Thanks for the quick reply. I had a failing disk last week, but that's been since replaced and no other disks have any pending or reallocated sectors.

I do understand the implications of running a copy-on-write filesystem as back-end iSCSI storage, but I don't believe I should be hitting any sort of performance limit that would cause these issues. Like you mentioned - it had been running for years on OpenIndiana/Napp-it with no issues like this.

The thing that really confuses me is that the iSCSI drop-outs seem to happen at random times - even where there is little to no load. I suppose it could be a network issue, but nothing indicates that and the connection is a direct Cat6a cable between the two Intel x540 NICs.

Thanks!!
Riley

jgreco · Mar 29, 2013

When testing, I suggest being very aggressive and, among other things you dream up yourself, set the pool to do a scrub. Since you note how I "resolved" 1531, do be aware that given sufficient load, one can make a spinning hard disk based iSCSI system unresponsive... so the first thing to do is to make sure you're getting that to be as responsive as possible under stressy conditions. Once you've done that, if you find it dying off more, careful analysis of what's going on at that time is called for (sorry I know that's "not helpful" but it's the truth).

Skud · Mar 29, 2013

It just crashed again. At the time I was:

- Running a scrub, it's still going at 350MB/s
- Deleting a 3TB file (successful)
- Running a Hyper-V replication task to another, smaller (4 x 2TB RAIDZ, AMD e-350, 4GB RAM) box.
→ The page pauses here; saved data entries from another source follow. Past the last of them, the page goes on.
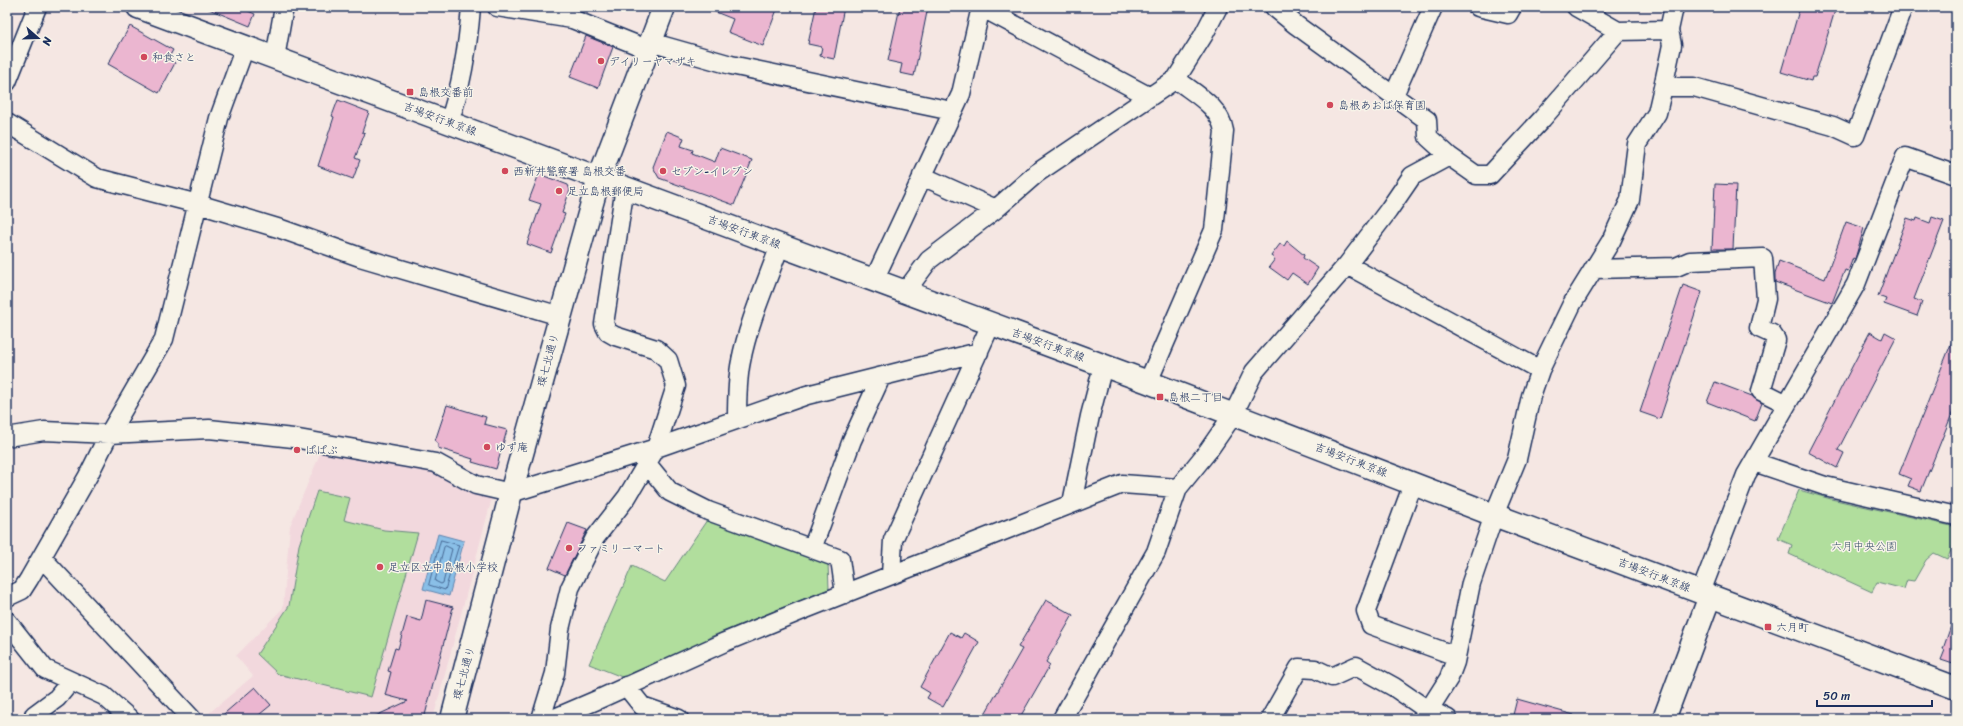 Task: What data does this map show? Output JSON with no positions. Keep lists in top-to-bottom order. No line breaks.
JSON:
{"streets":{"main road":["吉場安行東京線","環七北通り"]},"crossings":[["吉場安行東京線","環七北通り"]],"parks":["六月中央公園"],"places":{"other":["和食さと","デイリーヤマザキ","島根あおば保育園","西新井警察署 島根交番","セブン-イレブン","足立島根郵便局","ゆず庵","ぱぱぶ","ファミリーマート","足立区立中島根小学校"],"transit":["島根交番前","島根二丁目","六月町"]},"scale_bar":"50 m","north":"right"} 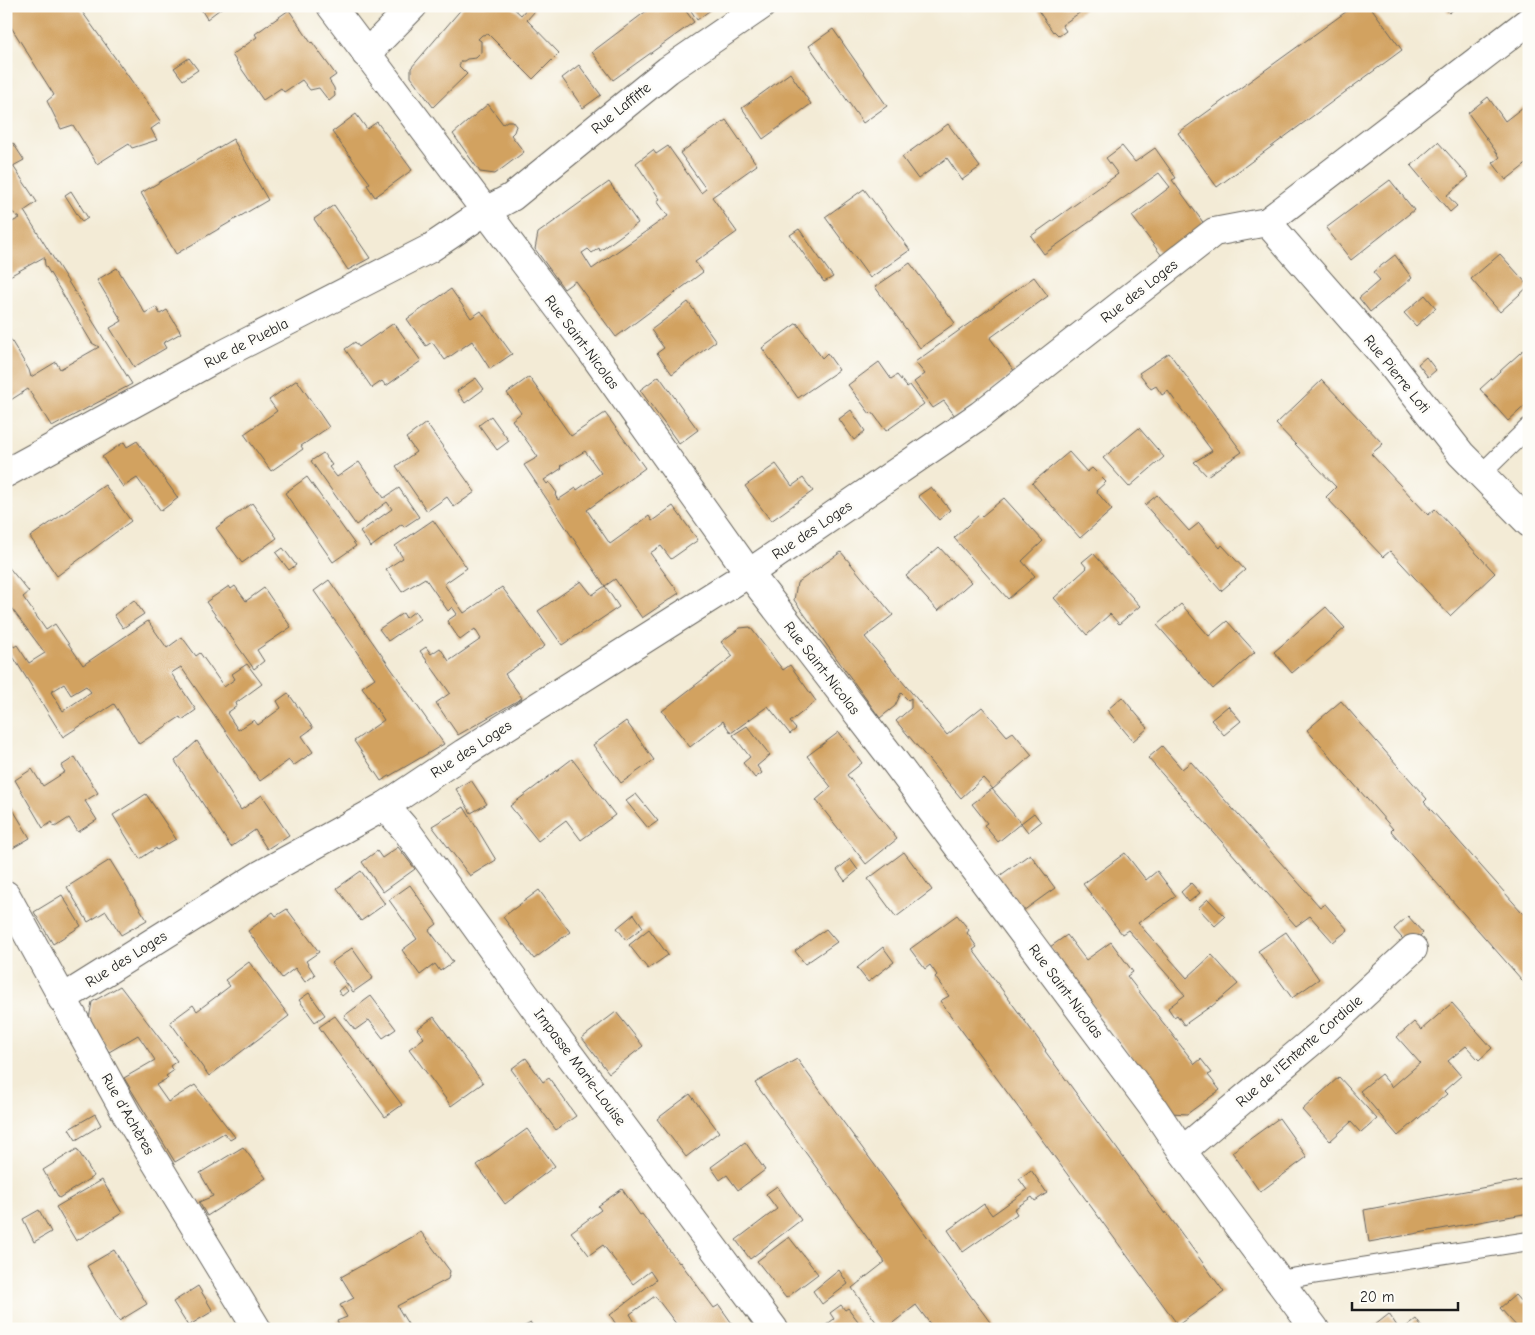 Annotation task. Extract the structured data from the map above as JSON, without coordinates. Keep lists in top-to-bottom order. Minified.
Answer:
{"streets":{"street":["Rue Laffitte","Rue des Loges","Rue Saint-Nicolas","Rue de Puebla","Rue Pierre Loti","Rue de l'Entente Cordiale","Impasse Marie-Louise","Rue d'Achères"]},"crossings":[["Rue Laffitte","Rue Saint-Nicolas"],["Rue Laffitte","Rue de Puebla"],["Rue des Loges","Rue Saint-Nicolas"],["Rue des Loges","Rue Pierre Loti"],["Rue des Loges","Impasse Marie-Louise"],["Rue des Loges","Rue d'Achères"],["Rue Saint-Nicolas","Rue de Puebla"],["Rue Saint-Nicolas","Rue de l'Entente Cordiale"]],"scale_bar":"20 m"} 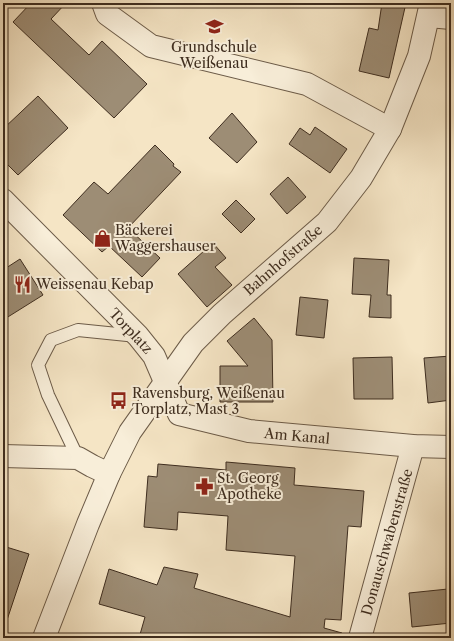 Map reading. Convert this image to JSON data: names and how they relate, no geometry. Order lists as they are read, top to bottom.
{
  "streets": {
    "street": [
      "Bahnhofstraße",
      "Torplatz",
      "Am Kanal",
      "Donauschwabenstraße"
    ]
  },
  "crossings": [
    ["Bahnhofstraße", "Torplatz"],
    ["Bahnhofstraße", "Am Kanal"],
    ["Torplatz", "Am Kanal"],
    ["Am Kanal", "Donauschwabenstraße"]
  ],
  "places": {
    "school or university": ["Grundschule Weißenau"],
    "shop": ["Bäckerei Waggershauser"],
    "restaurant": ["Weissenau Kebap"],
    "bus stop": ["Ravensburg, Weißenau Torplatz, Mast 3"],
    "pharmacy": ["St. Georg Apotheke"]
  }
} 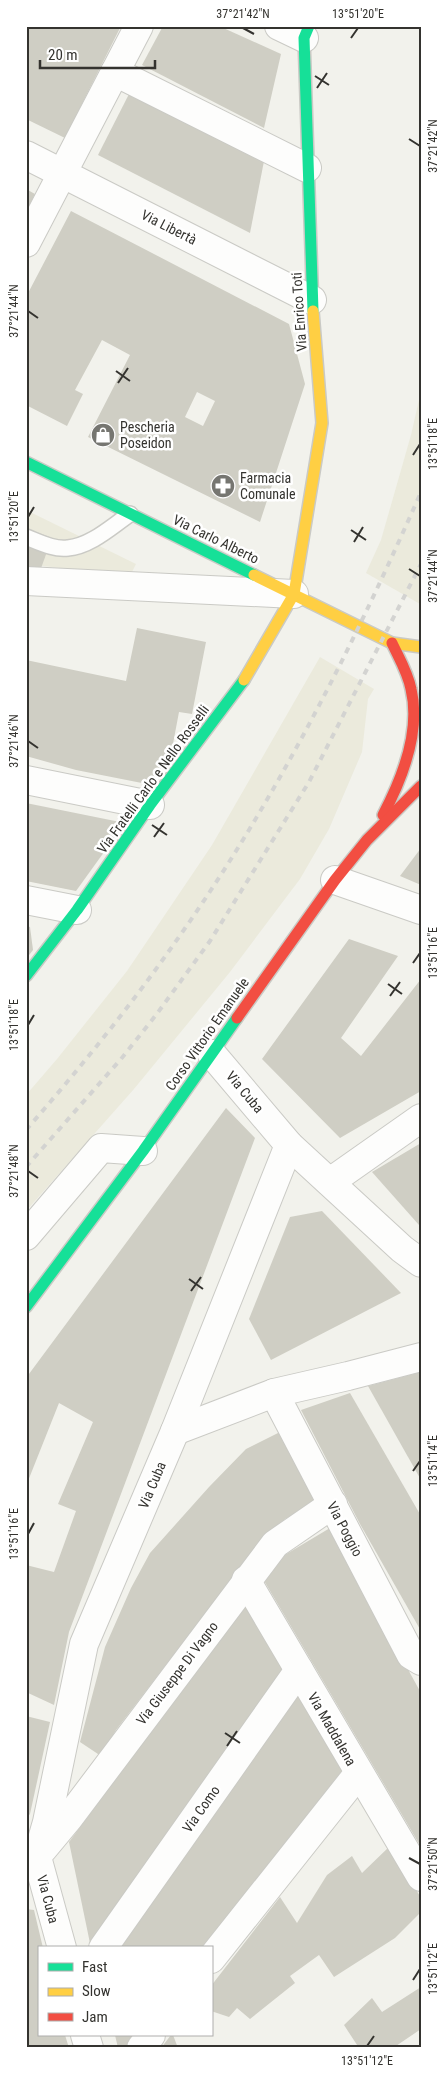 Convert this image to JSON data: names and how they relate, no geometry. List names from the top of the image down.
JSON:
{
  "streets": {
    "main road": [
      "Via Enrico Toti",
      "Via Carlo Alberto",
      "Via Fratelli Carlo e Nello Rosselli",
      "Corso Vittorio Emanuele"
    ],
    "street": [
      "Via Libertà",
      "Via Cuba",
      "Via Poggio",
      "Via Giuseppe Di Vagno",
      "Via Maddalena",
      "Via Como"
    ]
  },
  "crossings": [
    ["Via Libertà", "Via Enrico Toti"],
    ["Via Enrico Toti", "Via Carlo Alberto"],
    ["Via Enrico Toti", "Via Fratelli Carlo e Nello Rosselli"],
    ["Via Carlo Alberto", "Via Fratelli Carlo e Nello Rosselli"],
    ["Corso Vittorio Emanuele", "Via Cuba"],
    ["Via Cuba", "Via Giuseppe Di Vagno"],
    ["Via Poggio", "Via Giuseppe Di Vagno"],
    ["Via Giuseppe Di Vagno", "Via Maddalena"],
    ["Via Maddalena", "Via Como"]
  ],
  "places": {
    "shop": ["Pescheria Poseidon"],
    "pharmacy": ["Farmacia Comunale"]
  },
  "legend": ["Fast", "Slow", "Jam"],
  "scale_bar": "20 m",
  "coordinates": [
    "37°21'42\"N",
    "13°51'20\"E",
    "37°21'44\"N",
    "13°51'18\"E",
    "37°21'46\"N",
    "13°51'16\"E",
    "37°21'48\"N",
    "13°51'14\"E",
    "37°21'50\"N",
    "13°51'12\"E"
  ]
}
Really, the only difference I've seen in *this* case is the scrub. I thought that maybe when it crashed in middle of last night a scrub had kicked off, but that wasn't the case.

So, it's crashed under lots of load and not under load. In either case, nothing in shown in the logs except for istgt errors.

I've taken some screen shots of the reporting graphs. The first shows when the iSCSI connections were dropped. According to the logs it happened at 12:56pm, so probably a minute or two before that is when the trouble began. You can see that for some reason CPU usage increases after the crash. The only think I can think of is that the scrub runs faster so more CPU is used. ix0 is the 10Gb link to the Hyper-V server and em0 is the management interface. Curiously, em0 shows a steady increase in traffic after iSCSI is lost.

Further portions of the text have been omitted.